There are no coadministration studies with this combination. Nevertheless, interaction is likely, as HCQ is metabolized by CYPs 2C8, 3A4, and 2D6. Tocilizumab, per se, has no inhibitory or inducing effects on cytochromes directly, but indirectly it interacts through interleukins. Patients infected with COVID-19 may experience an elevation of IL-6, which has been shown to suppress expression/activity of CYP3A4, CYP2C19, CYP2C9, and CYP1A2. Tocilizumab will normalize cytochrome activity, as it is an inhibitor of IL-6. Because of this, close monitoring is required in this drug combination, even though drug dosage adjustment may not be required; however, different timing of drug administration may be essential if interact occurs.15

5. HCQ–Dexamethasone, Favipiravir

Clinically, no significant interaction.

6. Remdesivir–Dexamethasone, Favipiravir, Tocilizumab

Clinically no significant interaction.

7. Favipiravir–Dexamethasone, Remdesivir, Tocilizumab, Azithromycin, Hydroxychloroquine

Clinically, no significant interaction.

COVID-19 Drug–Cardiovascular (CVD) Drug Interactions10

The patients who already have cardiovascular disease (CVD) and those with CV risk factors are more prone to COVID-19 infection. Therefore, COVID-19 itself is known to produce CVD. The latest autopsy study16 and cardiac MRI studies showed that the incidence of myocardial injury was as high as 78%.17

So, DDI and drug–disease interactions are essential in this COVID-19 era.

Antiarrhythmics

Favipiravir, Remdesivir, Tocilizumab

Even though coadministration has not been studied, the metabolism and clearance of these drugs do not affect antiarrhythmic drugs. So, in warranted conditions, it is safe to combine them.

HCQ and Azithromycin

  1. As HCQ and azithromycin are known to produce QT prolongation, better not combine with the antiarrhythmic drugs like amiodarone, which prolongs the QT.

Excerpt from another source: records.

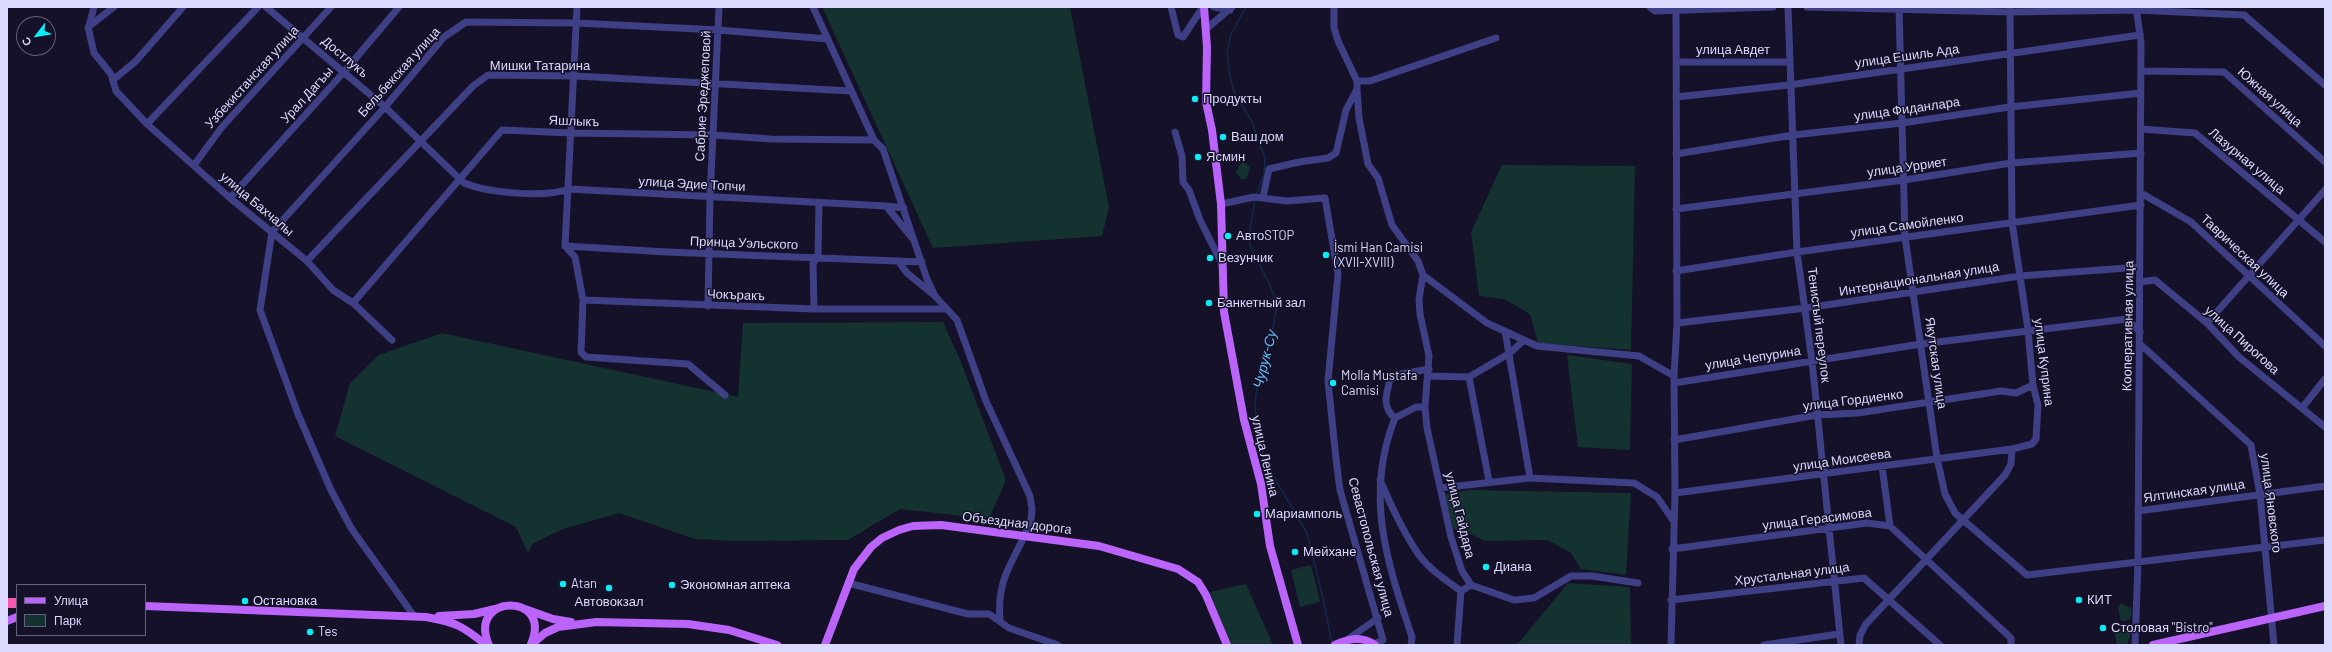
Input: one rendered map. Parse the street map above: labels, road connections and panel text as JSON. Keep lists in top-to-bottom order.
{
  "streets": {
    "main road": ["улица Ленина", "Объездная дорога"],
    "street": [
      "улица Авдет",
      "улица Ешиль Ада",
      "Достлукъ",
      "Мишки Татарина",
      "Бельбекская улица",
      "Узбекистанская улица",
      "Урал Дагъы",
      "Сабрие Эреджеповой",
      "Южная улица",
      "улица Фиданлара",
      "Яшлыкъ",
      "Лазурная улица",
      "улица Урриет",
      "улица Эдие Топчи",
      "улица Бахчалы",
      "улица Самойленко",
      "Принца Уэльского",
      "Таврическая улица",
      "Интернациональная улица",
      "Чокъракъ",
      "Тенистый переулок",
      "Кооперативная улица",
      "улица Пирогова",
      "улица Чепурина",
      "улица Куприна",
      "Якутская улица",
      "улица Гордиенко",
      "улица Моисеева",
      "Ялтинская улица",
      "улица Яновского",
      "улица Гайдара",
      "улица Герасимова",
      "Севастопольская улица",
      "Хрустальная улица"
    ]
  },
  "crossings": [
    ["улица Авдет", "Тенистый переулок"],
    ["улица Ешиль Ада", "Тенистый переулок"],
    ["улица Ешиль Ада", "Кооперативная улица"],
    ["улица Ешиль Ада", "улица Куприна"],
    ["улица Ешиль Ада", "Якутская улица"],
    ["Достлукъ", "Мишки Татарина"],
    ["Достлукъ", "Бельбекская улица"],
    ["Достлукъ", "Узбекистанская улица"],
    ["Достлукъ", "Урал Дагъы"],
    ["Достлукъ", "Яшлыкъ"],
    ["Достлукъ", "улица Эдие Топчи"],
    ["Мишки Татарина", "Сабрие Эреджеповой"],
    ["Мишки Татарина", "улица Бахчалы"],
    ["Бельбекская улица", "Сабрие Эреджеповой"],
    ["Бельбекская улица", "улица Бахчалы"],
    ["Узбекистанская улица", "улица Бахчалы"],
    ["Урал Дагъы", "улица Бахчалы"],
    ["Сабрие Эреджеповой", "Яшлыкъ"],
    ["Сабрие Эреджеповой", "улица Эдие Топчи"],
    ["Сабрие Эреджеповой", "Принца Уэльского"],
    ["Сабрие Эреджеповой", "Чокъракъ"],
    ["Южная улица", "Кооперативная улица"],
    ["улица Фиданлара", "Тенистый переулок"],
    ["улица Фиданлара", "Кооперативная улица"],
    ["улица Фиданлара", "улица Куприна"],
    ["улица Фиданлара", "Якутская улица"],
    ["Яшлыкъ", "улица Эдие Топчи"],
    ["Яшлыкъ", "улица Бахчалы"],
    ["Лазурная улица", "Кооперативная улица"],
    ["улица Урриет", "Тенистый переулок"],
    ["улица Урриет", "Кооперативная улица"],
    ["улица Урриет", "улица Куприна"],
    ["улица Урриет", "Якутская улица"],
    ["улица Самойленко", "Тенистый переулок"],
    ["улица Самойленко", "Кооперативная улица"],
    ["улица Самойленко", "улица Куприна"],
    ["улица Самойленко", "Якутская улица"],
    ["Таврическая улица", "Кооперативная улица"],
    ["Интернациональная улица", "Тенистый переулок"],
    ["Интернациональная улица", "Кооперативная улица"],
    ["Интернациональная улица", "улица Куприна"],
    ["Интернациональная улица", "Якутская улица"],
    ["Тенистый переулок", "улица Чепурина"],
    ["Тенистый переулок", "улица Гордиенко"],
    ["Тенистый переулок", "улица Моисеева"],
    ["Тенистый переулок", "улица Герасимова"],
    ["Тенистый переулок", "Хрустальная улица"],
    ["Кооперативная улица", "улица Пирогова"],
    ["Кооперативная улица", "улица Чепурина"],
    ["Кооперативная улица", "Якутская улица"],
    ["Кооперативная улица", "Ялтинская улица"],
    ["Кооперативная улица", "улица Яновского"],
    ["улица Чепурина", "улица Куприна"],
    ["улица Чепурина", "Якутская улица"],
    ["улица Куприна", "улица Гордиенко"],
    ["улица Куприна", "улица Моисеева"],
    ["Якутская улица", "улица Гордиенко"],
    ["Якутская улица", "улица Моисеева"],
    ["Якутская улица", "улица Яновского"],
    ["улица Ленина", "Севастопольская улица"],
    ["Ялтинская улица", "улица Яновского"]
  ],
  "water": ["Чурук-Су"],
  "places": [
    "Продукты",
    "Ваш дом",
    "Ясмин",
    "АвтоSTOP",
    "İsmi Han Camisi (XVII-XVIII)",
    "Везунчик",
    "Банкетный зал",
    "Molla Mustafa Camisi",
    "Мариамполь",
    "Мейхане",
    "Диана",
    "Atan",
    "Экономная аптека",
    "Автовокзал",
    "КИТ",
    "Остановка",
    "Столовая \"Bistro\"",
    "Tes"
  ],
  "legend": ["Улица", "Парк"],
  "north": "bottom left"
}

  2. HCQ increases propafenone concentrations due to inhibition of CP2D6 and leads to prolongation of the QT. Due to HCQ long half-life, QT prolongation persists long after the discontinuation of the drug.

  3. HCQ or azithromycin and lidocaine coadministration are acceptable as the metabolic pathways for both drugs are different (CYP1A2 pathway for lidocaine and CYP3A4 for other drugs).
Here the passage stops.